— Task brief —
Filter the listing below down to the lines with the word "river" and copy those.

— Record set —
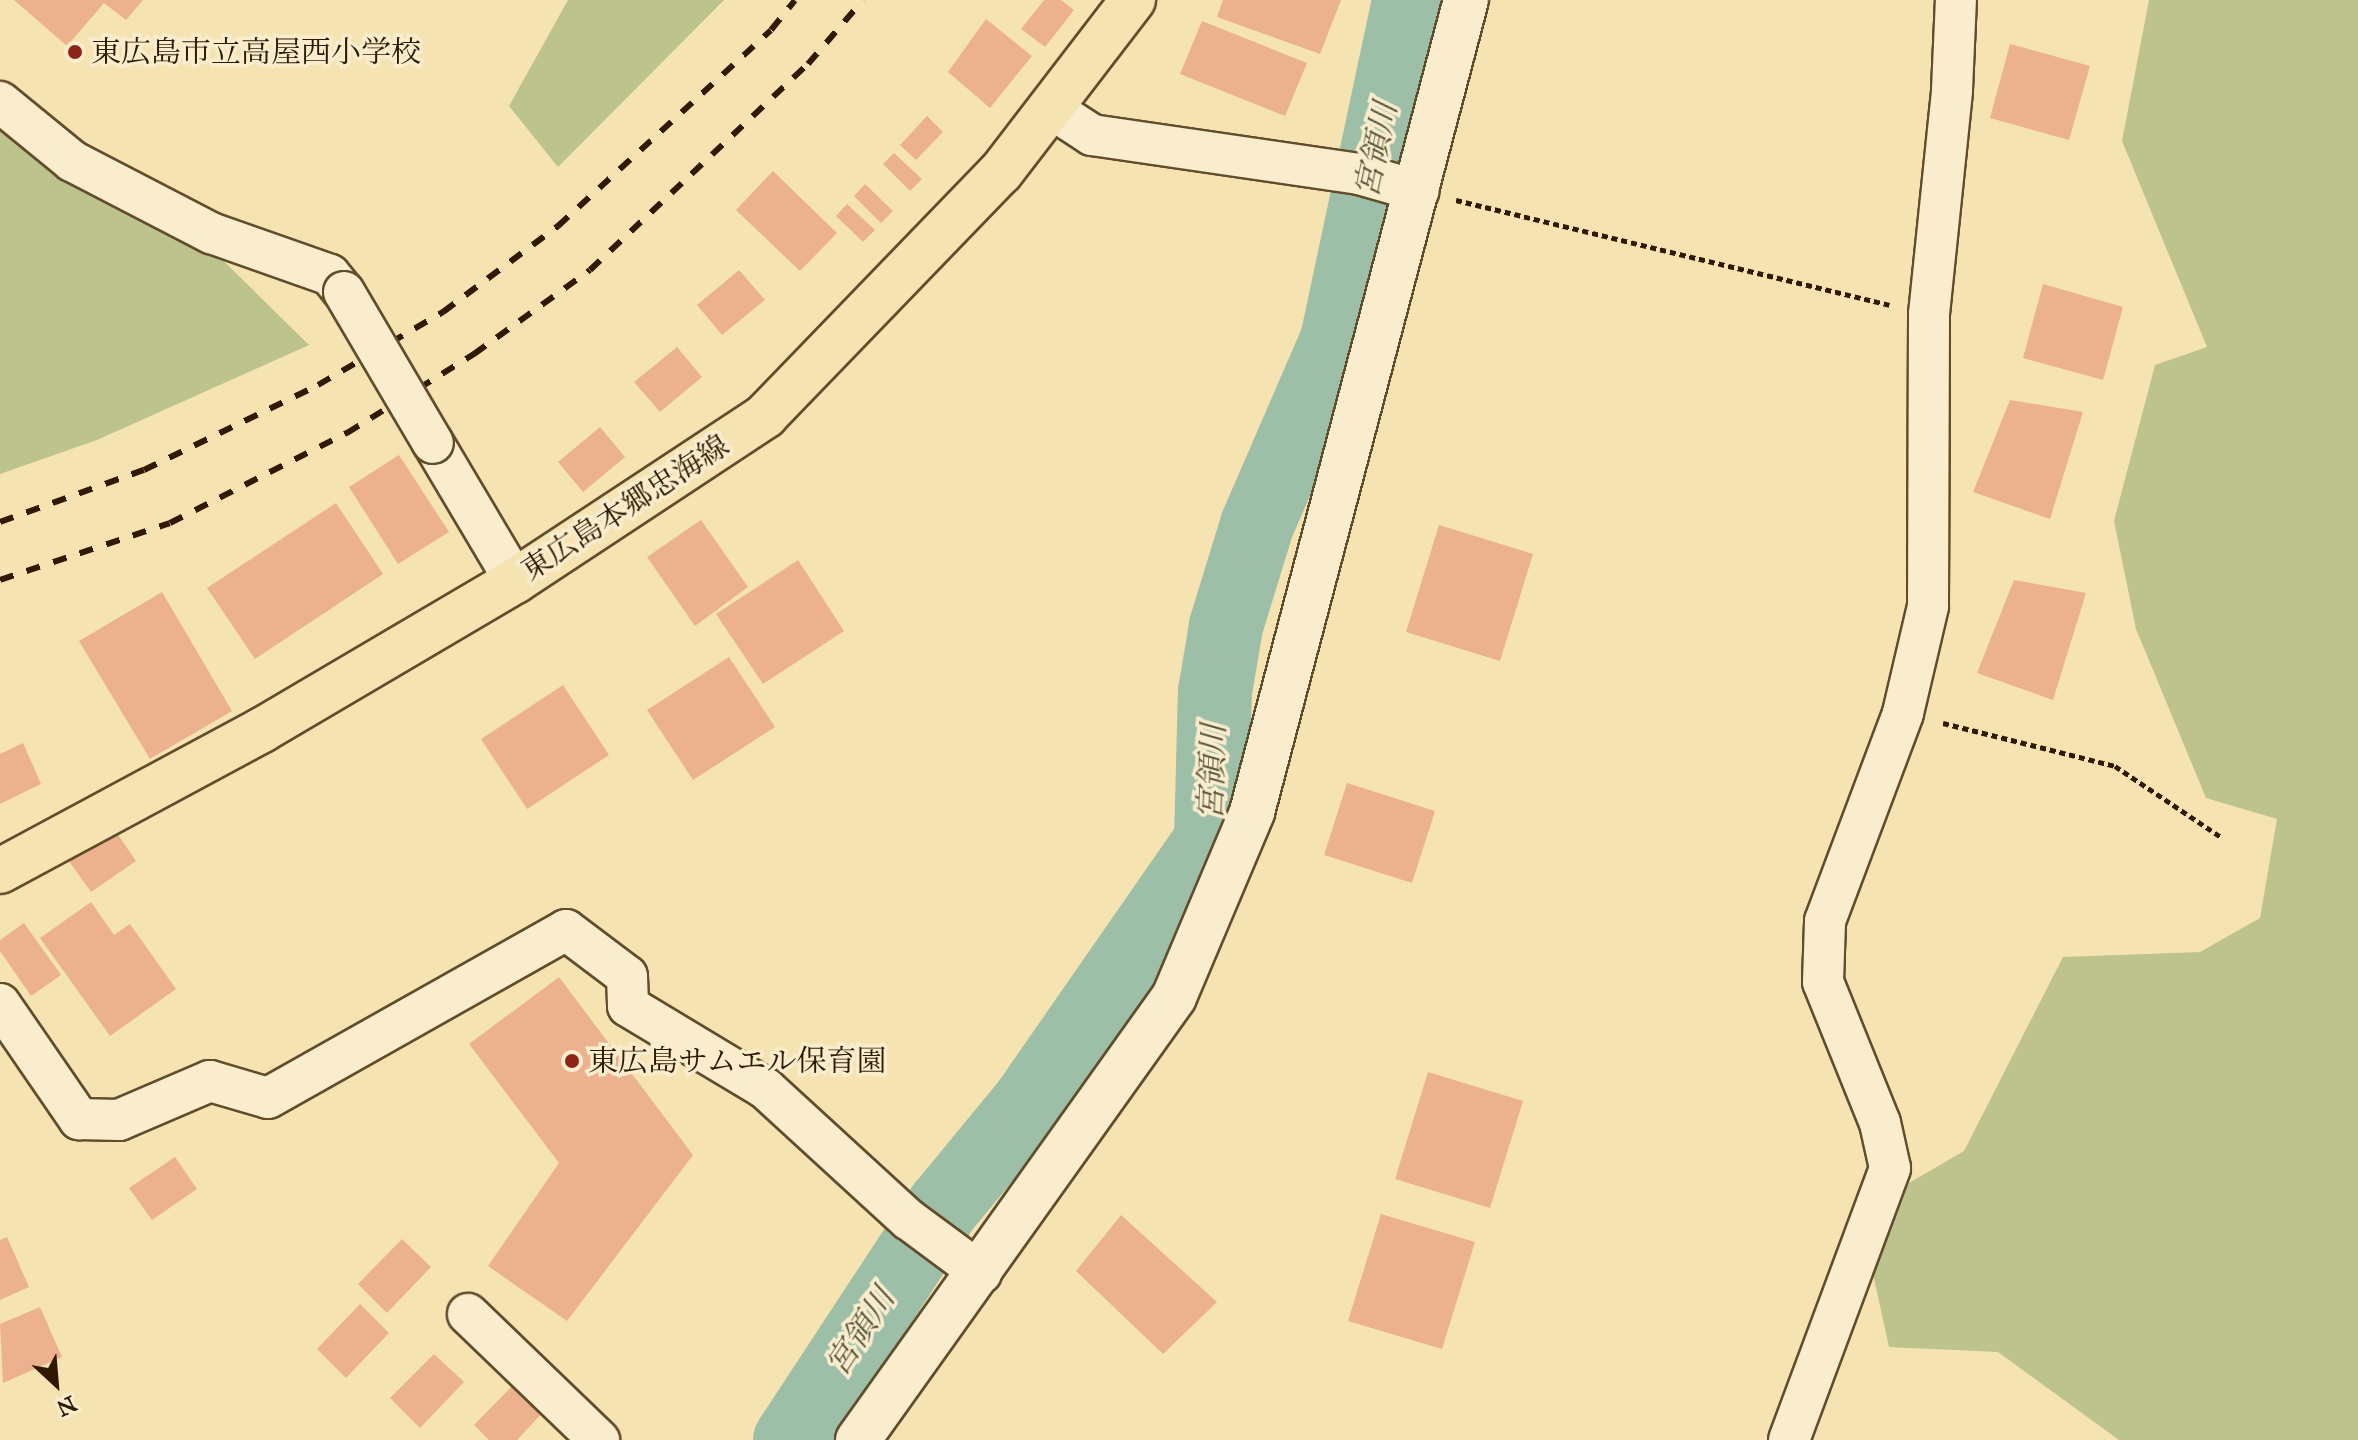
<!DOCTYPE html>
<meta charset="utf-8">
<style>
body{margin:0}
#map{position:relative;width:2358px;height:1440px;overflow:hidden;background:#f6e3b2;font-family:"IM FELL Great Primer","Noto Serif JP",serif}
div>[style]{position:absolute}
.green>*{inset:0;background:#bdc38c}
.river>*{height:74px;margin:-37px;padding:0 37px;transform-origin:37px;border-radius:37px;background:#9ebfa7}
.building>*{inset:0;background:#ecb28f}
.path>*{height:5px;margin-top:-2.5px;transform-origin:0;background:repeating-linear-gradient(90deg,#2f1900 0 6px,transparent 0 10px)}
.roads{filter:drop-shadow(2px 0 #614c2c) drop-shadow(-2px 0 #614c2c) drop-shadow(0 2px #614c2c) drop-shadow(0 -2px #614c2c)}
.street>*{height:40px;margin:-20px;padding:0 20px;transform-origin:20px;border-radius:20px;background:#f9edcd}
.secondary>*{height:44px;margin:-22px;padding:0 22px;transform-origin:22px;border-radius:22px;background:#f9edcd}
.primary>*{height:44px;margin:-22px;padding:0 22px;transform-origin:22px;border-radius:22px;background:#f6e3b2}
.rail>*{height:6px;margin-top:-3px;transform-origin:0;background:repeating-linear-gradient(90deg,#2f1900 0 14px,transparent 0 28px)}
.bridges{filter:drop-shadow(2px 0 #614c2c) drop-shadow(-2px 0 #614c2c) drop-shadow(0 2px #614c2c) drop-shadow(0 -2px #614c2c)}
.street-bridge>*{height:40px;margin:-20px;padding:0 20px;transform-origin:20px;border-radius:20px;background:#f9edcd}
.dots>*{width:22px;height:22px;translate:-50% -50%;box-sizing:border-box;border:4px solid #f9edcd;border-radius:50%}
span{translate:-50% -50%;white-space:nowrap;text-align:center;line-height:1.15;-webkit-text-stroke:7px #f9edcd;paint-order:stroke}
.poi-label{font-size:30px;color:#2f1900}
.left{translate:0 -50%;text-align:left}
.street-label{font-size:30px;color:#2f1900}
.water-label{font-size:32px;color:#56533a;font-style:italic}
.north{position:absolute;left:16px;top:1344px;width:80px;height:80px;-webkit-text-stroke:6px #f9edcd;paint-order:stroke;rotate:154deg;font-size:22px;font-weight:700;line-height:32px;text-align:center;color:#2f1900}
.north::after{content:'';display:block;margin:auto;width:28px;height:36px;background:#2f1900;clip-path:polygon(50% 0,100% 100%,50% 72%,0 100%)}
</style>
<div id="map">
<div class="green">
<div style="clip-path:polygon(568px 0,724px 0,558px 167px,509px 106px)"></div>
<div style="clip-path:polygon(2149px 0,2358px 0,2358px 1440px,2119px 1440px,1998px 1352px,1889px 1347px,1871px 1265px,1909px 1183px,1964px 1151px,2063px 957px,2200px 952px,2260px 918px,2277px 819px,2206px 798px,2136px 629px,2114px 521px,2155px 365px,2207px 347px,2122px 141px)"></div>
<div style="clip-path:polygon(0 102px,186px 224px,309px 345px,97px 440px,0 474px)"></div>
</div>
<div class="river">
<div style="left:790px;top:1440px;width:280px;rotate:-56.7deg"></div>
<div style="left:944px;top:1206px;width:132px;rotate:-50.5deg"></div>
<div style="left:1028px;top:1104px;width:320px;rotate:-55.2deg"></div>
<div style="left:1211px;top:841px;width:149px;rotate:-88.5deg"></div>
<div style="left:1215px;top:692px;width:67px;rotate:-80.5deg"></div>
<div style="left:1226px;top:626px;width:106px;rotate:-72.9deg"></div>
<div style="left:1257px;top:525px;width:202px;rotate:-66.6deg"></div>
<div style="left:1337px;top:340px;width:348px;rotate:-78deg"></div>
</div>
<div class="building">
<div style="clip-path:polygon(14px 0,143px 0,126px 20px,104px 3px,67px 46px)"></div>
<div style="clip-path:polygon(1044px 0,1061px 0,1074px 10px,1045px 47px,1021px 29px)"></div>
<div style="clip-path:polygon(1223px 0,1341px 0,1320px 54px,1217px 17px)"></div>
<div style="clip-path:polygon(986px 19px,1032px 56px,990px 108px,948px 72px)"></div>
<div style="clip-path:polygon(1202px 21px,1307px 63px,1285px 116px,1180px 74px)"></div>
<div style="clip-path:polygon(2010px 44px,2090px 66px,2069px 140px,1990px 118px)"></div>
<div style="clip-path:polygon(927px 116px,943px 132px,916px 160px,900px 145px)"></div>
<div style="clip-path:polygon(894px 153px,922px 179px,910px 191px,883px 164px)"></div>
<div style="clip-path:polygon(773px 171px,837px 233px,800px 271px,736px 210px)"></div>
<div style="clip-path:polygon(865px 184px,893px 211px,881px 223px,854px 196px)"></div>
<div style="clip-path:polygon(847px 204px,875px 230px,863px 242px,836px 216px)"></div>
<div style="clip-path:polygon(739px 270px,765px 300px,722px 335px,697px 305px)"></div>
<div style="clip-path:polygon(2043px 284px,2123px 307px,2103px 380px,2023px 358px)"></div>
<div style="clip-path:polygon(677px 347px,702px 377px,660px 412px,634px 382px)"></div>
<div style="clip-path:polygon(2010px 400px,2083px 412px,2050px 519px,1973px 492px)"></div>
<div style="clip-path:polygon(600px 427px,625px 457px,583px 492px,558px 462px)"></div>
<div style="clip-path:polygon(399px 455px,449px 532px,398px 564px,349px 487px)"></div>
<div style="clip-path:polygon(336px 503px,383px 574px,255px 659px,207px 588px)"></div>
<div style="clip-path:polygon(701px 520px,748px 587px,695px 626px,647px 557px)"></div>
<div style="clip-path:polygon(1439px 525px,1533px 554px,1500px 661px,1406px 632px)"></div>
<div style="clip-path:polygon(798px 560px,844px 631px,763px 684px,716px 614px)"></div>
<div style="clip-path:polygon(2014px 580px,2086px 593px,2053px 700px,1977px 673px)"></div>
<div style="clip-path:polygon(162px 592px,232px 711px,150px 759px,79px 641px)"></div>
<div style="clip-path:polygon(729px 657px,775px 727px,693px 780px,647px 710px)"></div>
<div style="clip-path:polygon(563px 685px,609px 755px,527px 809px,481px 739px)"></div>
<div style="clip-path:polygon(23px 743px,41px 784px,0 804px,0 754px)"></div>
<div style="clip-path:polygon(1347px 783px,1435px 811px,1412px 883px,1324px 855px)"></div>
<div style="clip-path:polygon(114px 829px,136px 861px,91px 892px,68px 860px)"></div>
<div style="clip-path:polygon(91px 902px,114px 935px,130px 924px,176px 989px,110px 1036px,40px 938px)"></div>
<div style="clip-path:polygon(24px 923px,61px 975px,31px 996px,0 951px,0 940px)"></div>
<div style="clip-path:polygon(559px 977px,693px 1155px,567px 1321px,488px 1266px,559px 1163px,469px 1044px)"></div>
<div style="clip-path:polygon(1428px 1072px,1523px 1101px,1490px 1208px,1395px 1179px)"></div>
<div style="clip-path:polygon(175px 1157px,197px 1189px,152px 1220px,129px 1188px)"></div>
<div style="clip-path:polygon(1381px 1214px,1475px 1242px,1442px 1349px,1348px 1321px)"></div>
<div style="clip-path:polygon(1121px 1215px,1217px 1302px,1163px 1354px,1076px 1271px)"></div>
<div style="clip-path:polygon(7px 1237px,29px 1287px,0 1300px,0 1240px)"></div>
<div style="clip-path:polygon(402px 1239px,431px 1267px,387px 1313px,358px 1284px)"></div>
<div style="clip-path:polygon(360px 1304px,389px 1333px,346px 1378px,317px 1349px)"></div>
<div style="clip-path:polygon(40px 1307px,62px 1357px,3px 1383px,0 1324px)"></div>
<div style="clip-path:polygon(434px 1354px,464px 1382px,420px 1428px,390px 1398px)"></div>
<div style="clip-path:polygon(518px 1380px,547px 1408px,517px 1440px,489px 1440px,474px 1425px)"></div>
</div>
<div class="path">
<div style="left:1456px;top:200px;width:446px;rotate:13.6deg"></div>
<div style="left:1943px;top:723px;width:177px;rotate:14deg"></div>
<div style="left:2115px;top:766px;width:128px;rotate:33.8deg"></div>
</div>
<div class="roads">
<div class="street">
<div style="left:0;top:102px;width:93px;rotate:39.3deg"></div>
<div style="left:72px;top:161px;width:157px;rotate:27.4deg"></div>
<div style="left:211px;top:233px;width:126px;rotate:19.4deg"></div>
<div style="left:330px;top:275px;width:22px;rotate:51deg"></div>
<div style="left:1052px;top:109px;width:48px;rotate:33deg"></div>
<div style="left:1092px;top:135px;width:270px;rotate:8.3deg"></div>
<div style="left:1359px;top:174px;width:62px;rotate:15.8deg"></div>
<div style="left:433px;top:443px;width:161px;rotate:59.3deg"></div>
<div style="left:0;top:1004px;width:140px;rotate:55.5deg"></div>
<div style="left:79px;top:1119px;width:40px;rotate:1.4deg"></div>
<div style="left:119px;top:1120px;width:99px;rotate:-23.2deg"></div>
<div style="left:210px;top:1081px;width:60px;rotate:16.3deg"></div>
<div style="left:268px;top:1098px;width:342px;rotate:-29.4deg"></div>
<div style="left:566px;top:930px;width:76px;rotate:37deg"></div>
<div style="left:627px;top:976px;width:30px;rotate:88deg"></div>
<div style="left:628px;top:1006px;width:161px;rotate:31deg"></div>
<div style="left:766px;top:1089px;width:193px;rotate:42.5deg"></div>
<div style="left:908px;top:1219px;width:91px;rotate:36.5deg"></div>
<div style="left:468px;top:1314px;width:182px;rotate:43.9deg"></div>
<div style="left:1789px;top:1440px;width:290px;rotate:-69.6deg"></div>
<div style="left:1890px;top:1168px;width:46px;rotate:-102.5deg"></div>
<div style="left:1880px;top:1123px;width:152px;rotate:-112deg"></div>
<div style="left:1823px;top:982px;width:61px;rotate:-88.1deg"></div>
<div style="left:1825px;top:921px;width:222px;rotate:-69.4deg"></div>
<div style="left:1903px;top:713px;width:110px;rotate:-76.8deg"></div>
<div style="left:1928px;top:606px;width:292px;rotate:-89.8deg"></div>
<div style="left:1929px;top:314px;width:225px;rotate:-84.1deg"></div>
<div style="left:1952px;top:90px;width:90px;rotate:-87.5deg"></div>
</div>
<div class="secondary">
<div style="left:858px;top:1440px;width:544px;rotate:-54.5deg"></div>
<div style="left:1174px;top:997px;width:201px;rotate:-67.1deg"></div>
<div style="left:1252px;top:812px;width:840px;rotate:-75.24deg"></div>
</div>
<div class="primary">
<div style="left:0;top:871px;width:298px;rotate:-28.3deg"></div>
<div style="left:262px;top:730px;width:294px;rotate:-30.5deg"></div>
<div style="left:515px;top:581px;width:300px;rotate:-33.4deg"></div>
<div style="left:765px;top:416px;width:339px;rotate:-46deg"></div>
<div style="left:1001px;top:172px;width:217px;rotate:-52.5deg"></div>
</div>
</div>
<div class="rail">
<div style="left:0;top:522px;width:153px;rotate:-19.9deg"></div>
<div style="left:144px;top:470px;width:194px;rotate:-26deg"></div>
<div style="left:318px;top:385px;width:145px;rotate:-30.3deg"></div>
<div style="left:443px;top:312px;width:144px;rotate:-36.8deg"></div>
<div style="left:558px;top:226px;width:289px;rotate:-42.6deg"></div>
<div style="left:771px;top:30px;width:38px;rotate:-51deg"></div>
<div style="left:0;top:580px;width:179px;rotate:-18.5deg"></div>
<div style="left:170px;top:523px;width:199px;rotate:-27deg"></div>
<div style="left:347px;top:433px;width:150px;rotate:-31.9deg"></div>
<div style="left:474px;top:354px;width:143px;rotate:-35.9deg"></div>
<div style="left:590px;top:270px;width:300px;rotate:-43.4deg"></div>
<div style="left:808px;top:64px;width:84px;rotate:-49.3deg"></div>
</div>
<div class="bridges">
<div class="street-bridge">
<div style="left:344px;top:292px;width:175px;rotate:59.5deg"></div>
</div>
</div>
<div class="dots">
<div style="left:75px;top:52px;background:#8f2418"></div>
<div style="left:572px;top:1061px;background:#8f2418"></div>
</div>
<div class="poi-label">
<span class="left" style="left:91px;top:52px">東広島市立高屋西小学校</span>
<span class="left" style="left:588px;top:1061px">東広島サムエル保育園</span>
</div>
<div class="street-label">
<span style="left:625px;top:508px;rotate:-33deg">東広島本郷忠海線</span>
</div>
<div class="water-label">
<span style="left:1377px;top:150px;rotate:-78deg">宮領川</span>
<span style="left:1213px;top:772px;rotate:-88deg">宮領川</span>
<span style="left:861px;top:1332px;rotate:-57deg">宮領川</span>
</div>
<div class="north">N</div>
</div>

— Your solution —
.river>*{height:74px;margin:-37px;padding:0 37px;transform-origin:37px;border-radius:37px;background:#9ebfa7}
<div class="river">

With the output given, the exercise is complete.